Leucht Stefan, Samara Myrto, Heres Stephan, Patel Maxine X, Furukawa Toshi, Cipriani Andrea, Geddes John, Davis John M
Department of Psychiatry and Psychotherapy, Technische Universität München Klinikum rechts der Isar, Ismaningerstr. 22, 81675 Munich, Germany; Institute of Psychiatry, Psychology and Neuroscience, King's College London, Department of Psychosis Studies, London, UK;
Department of Psychiatry and Psychotherapy, Technische Universität München Klinikum rechts der Isar, Ismaningerstr. 22, 81675 Munich, Germany;
Schizophr Bull. 2015 Nov;41(6):1397-402. doi: 10.1093/schbul/sbv037. Epub 2015 Apr 3.
The concept of dose equivalence is important for many purposes. The classical approach published by Davis in 1974 subsequently dominated textbooks for several decades. It was based on the assumption that the mean doses found in flexible-dose trials reflect the average optimum dose which can be used for the calculation of dose equivalence. We are the first to apply the method to second-generation antipsychotics.

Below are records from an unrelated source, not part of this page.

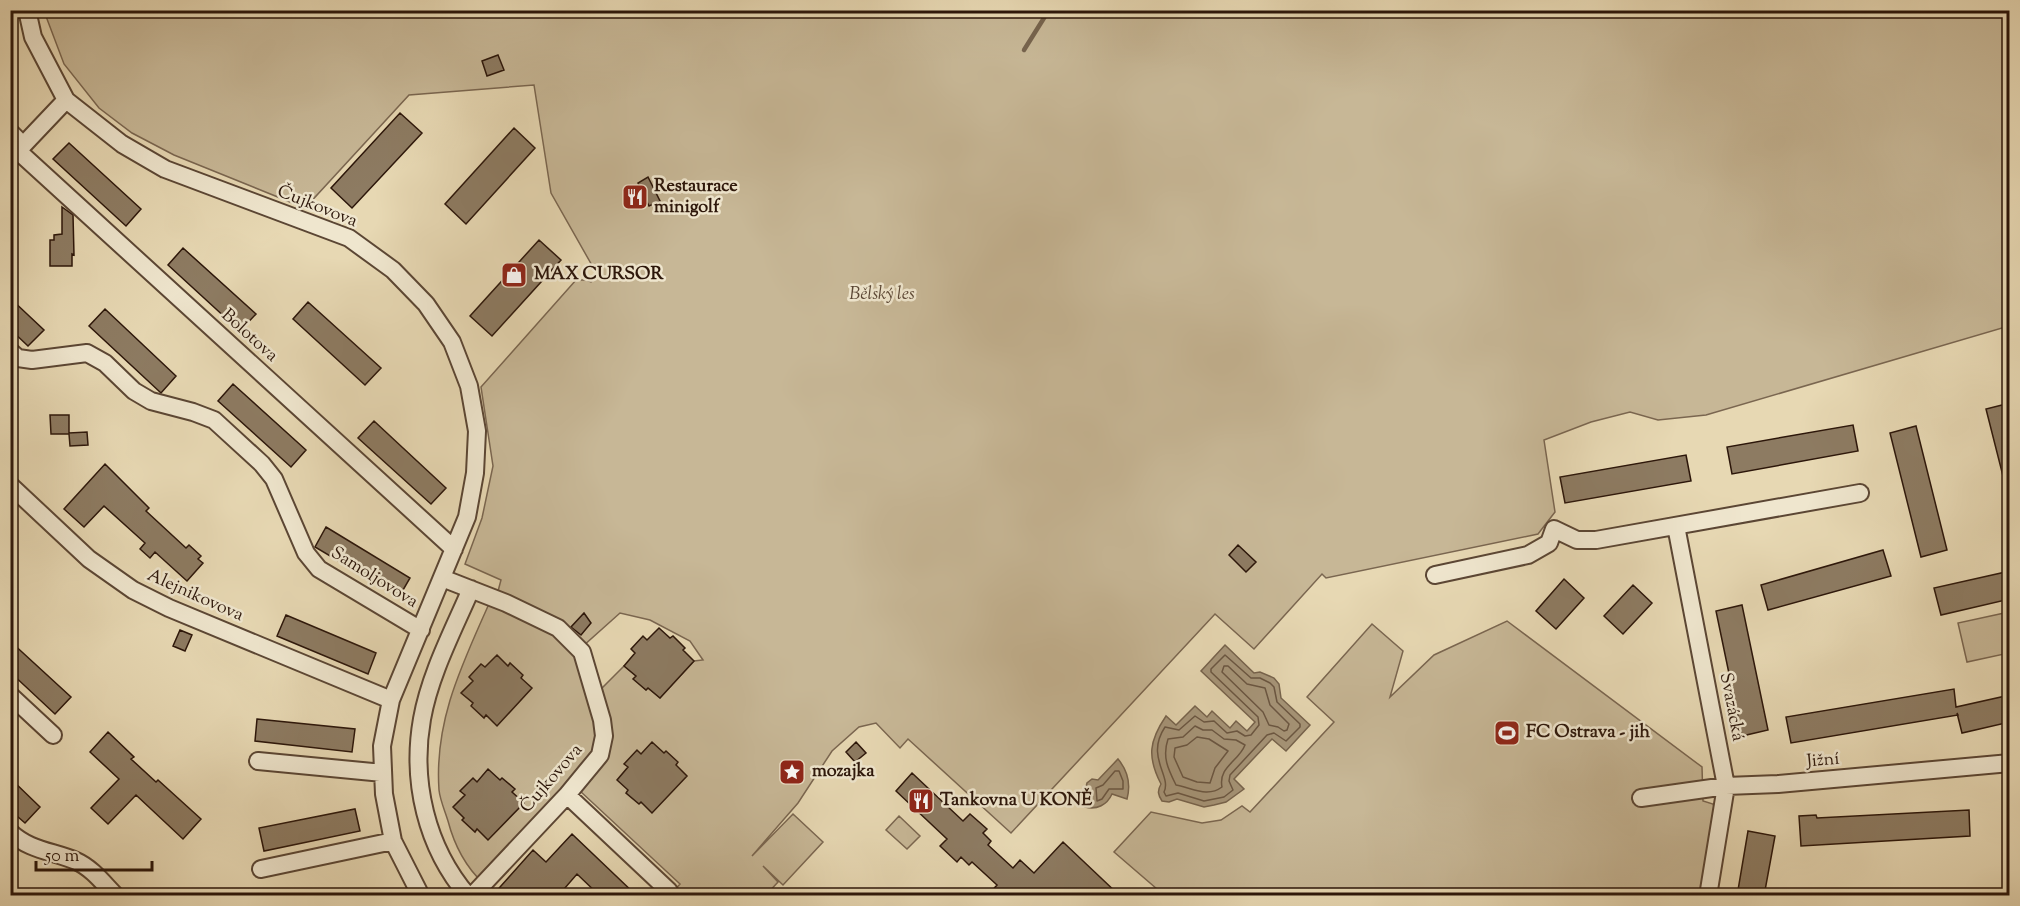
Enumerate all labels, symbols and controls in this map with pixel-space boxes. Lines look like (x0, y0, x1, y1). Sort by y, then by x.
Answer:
place label: Restaurace minigolf (654, 174, 738, 221)
street label: Čujkovova (273, 178, 361, 235)
restaurant icon: Restaurace minigolf (620, 182, 650, 212)
shop icon: MAX CURSOR (499, 260, 529, 290)
place label: MAX CURSOR (534, 262, 664, 288)
park label: Bělský les (849, 282, 915, 308)
street label: Bolotova (215, 303, 283, 369)
street label: Samoljovova (325, 541, 423, 615)
street label: Alejnikovova (143, 563, 247, 629)
street label: Svazácká (1712, 670, 1750, 744)
sports icon: FC Ostrava - jih (1492, 718, 1522, 748)
place label: FC Ostrava - jih (1526, 720, 1650, 746)
street label: Čujkovova (514, 738, 589, 819)
street label: Jižní (1804, 747, 1841, 775)
place icon: mozajka (777, 757, 807, 787)
place label: mozajka (812, 759, 875, 785)
restaurant icon: Tankovna U KONĚ (906, 786, 936, 816)
place label: Tankovna U KONĚ (940, 787, 1092, 814)
scale bar (36, 834, 152, 872)
text: 50 m (44, 844, 80, 870)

We searched for randomized, double-blind, flexible-dose trials in acutely ill patients with schizophrenia that examined 13 oral second-generation antipsychotics, haloperidol, and chlorpromazine (last search June 2014). We calculated the mean doses of each drug weighted by sample size and divided them by the weighted mean olanzapine dose to obtain olanzapine equivalents.

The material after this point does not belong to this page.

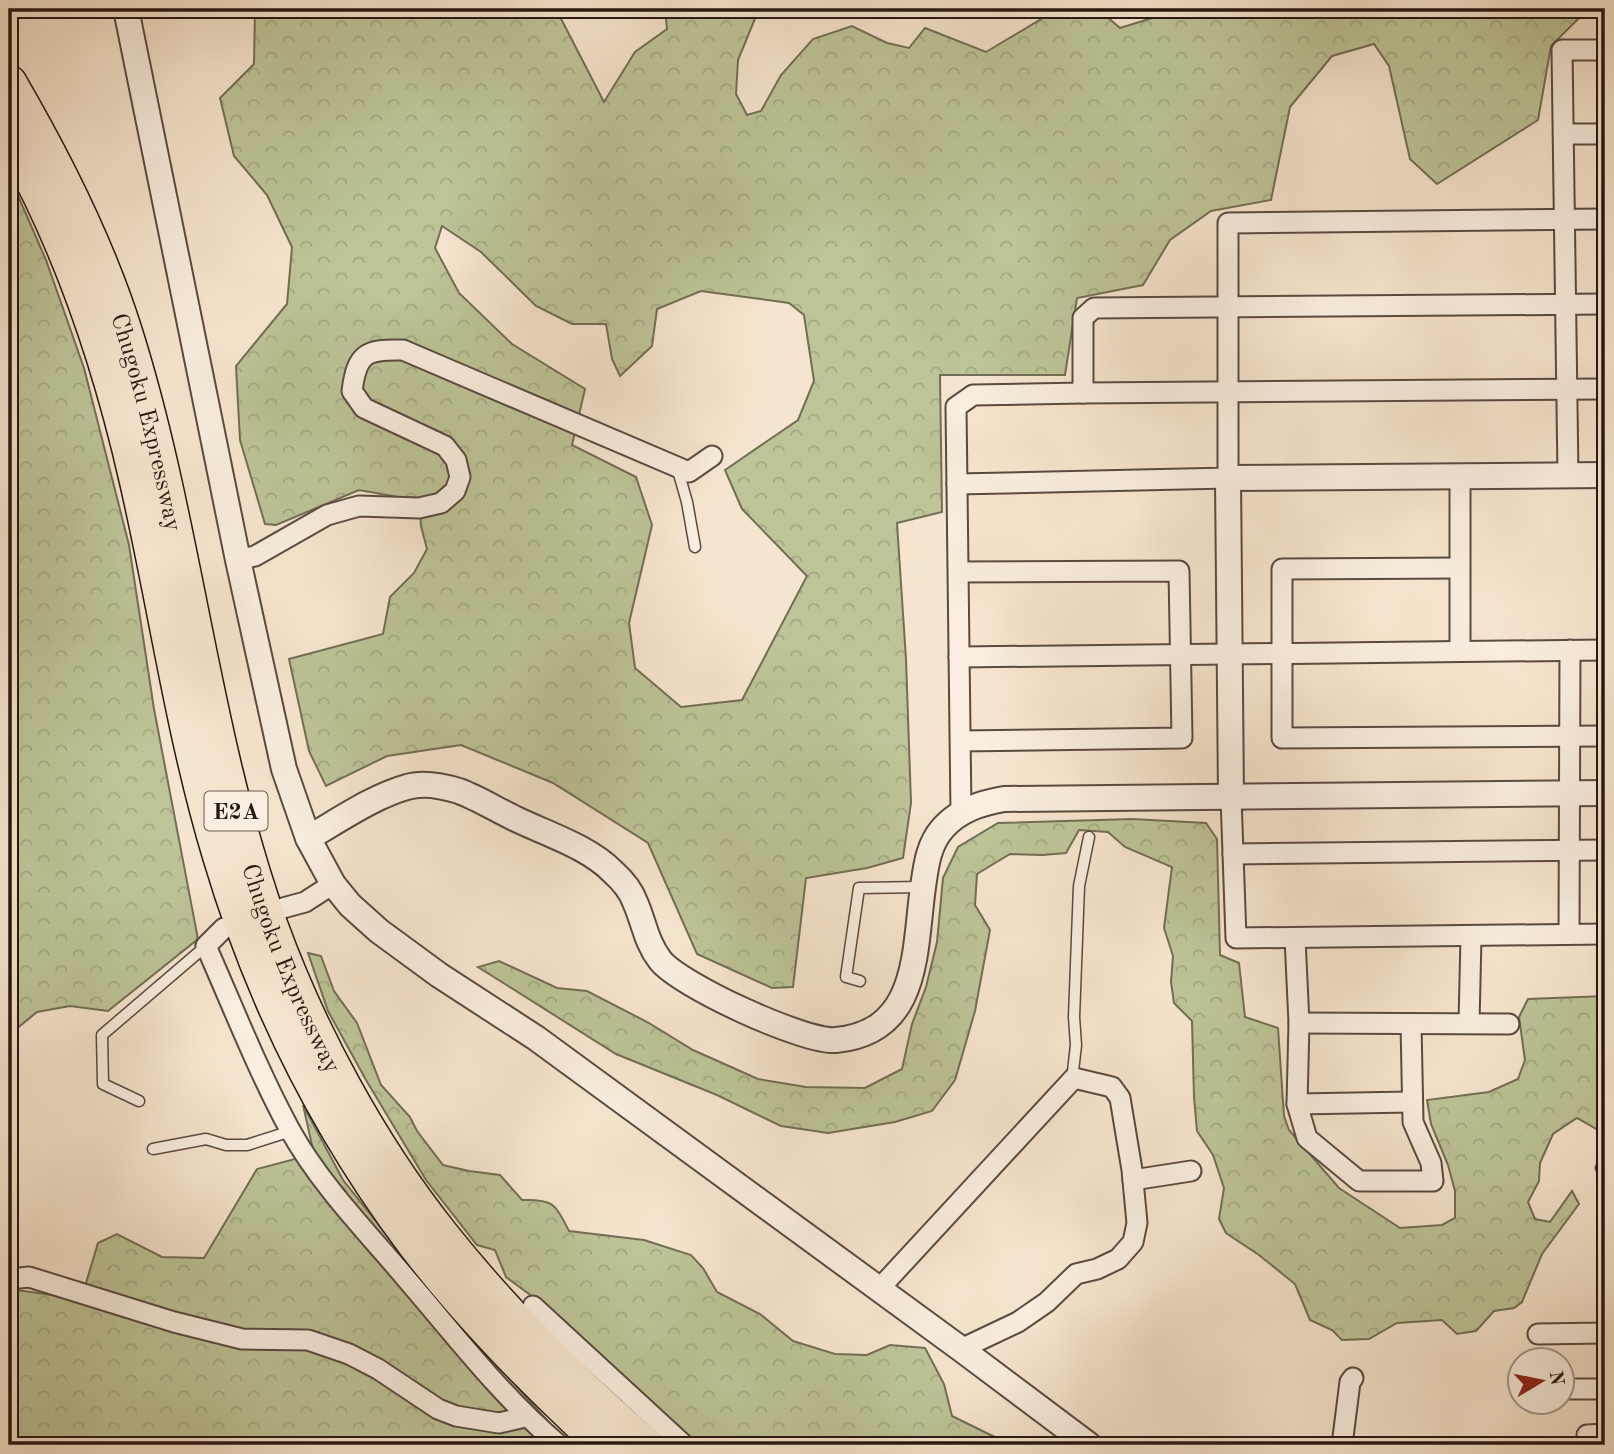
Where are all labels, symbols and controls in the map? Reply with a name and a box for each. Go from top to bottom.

We included 75 studies with 16 555 participants. The doses equivalent to 1 mg/d olanzapine were: amisulpride 38.3 mg/d, aripiprazole 1.4 mg/d, asenapine 0.9 mg/d, chlorpromazine 38.9 mg/d, clozapine 30.6 mg/d, haloperidol 0.7 mg/d, quetiapine 32.3mg/d, risperidone 0.4 mg/d, sertindole 1.1 mg/d, ziprasidone 7.9 mg/d, zotepine 13.2 mg/d. For iloperidone, lurasidone, and paliperidone no data were available.
The classical mean dose method is not reliant on the limited availability of fixed-dose data at the lower end of the effective dose range, which is the major limitation of "minimum effective dose methods" and "dose-response curve methods." In contrast, the mean doses found by the current approach may have in part depended on the dose ranges chosen for the original trials. Ultimate conclusions on dose equivalence of antipsychotics will need to be based on a review of various methods.
剂量等效性的概念在许多方面都很重要。戴维斯于1974年发表的经典方法随后几十年一直主导着教科书。它基于这样一种假设,即在灵活剂量试验中发现的平均剂量反映了可用于计算剂量等效性的平均最佳剂量。我们是首个将该方法应用于第二代抗精神病药物的研究团队。
我们检索了针对急性精神分裂症患者的随机、双盲、灵活剂量试验,这些试验涉及13种口服第二代抗精神病药物、氟哌啶醇和氯丙嗪(最后一次检索时间为2014年6月)。我们计算了每种药物按样本量加权后的平均剂量,并将其除以加权后的奥氮平平均剂量,以获得奥氮平等效剂量。
我们纳入了75项研究,共16555名参与者。相当于1mg/d奥氮平的剂量分别为:氨磺必利38.3mg/d、阿立哌唑1.4mg/d、阿塞那平0.9mg/d、氯丙嗪38.9mg/d、氯氮平30.6mg/d、氟哌啶醇0.7mg/d、喹硫平32.3mg/d、利培酮0.4mg/d、舍吲哚1.1mg/d、齐拉西酮7.9mg/d、佐替平13.2mg/d。对于伊潘立酮、鲁拉西酮和帕利哌酮,没有可用数据。
经典的平均剂量方法不依赖于有效剂量范围下限固定剂量数据的有限可用性,这是“最小有效剂量方法”和“剂量反应曲线方法”的主要局限性。相比之下,当前方法所发现的平均剂量可能部分取决于原始试验所选择的剂量范围。关于抗精神病药物剂量等效性的最终结论将需要基于对各种方法的综述。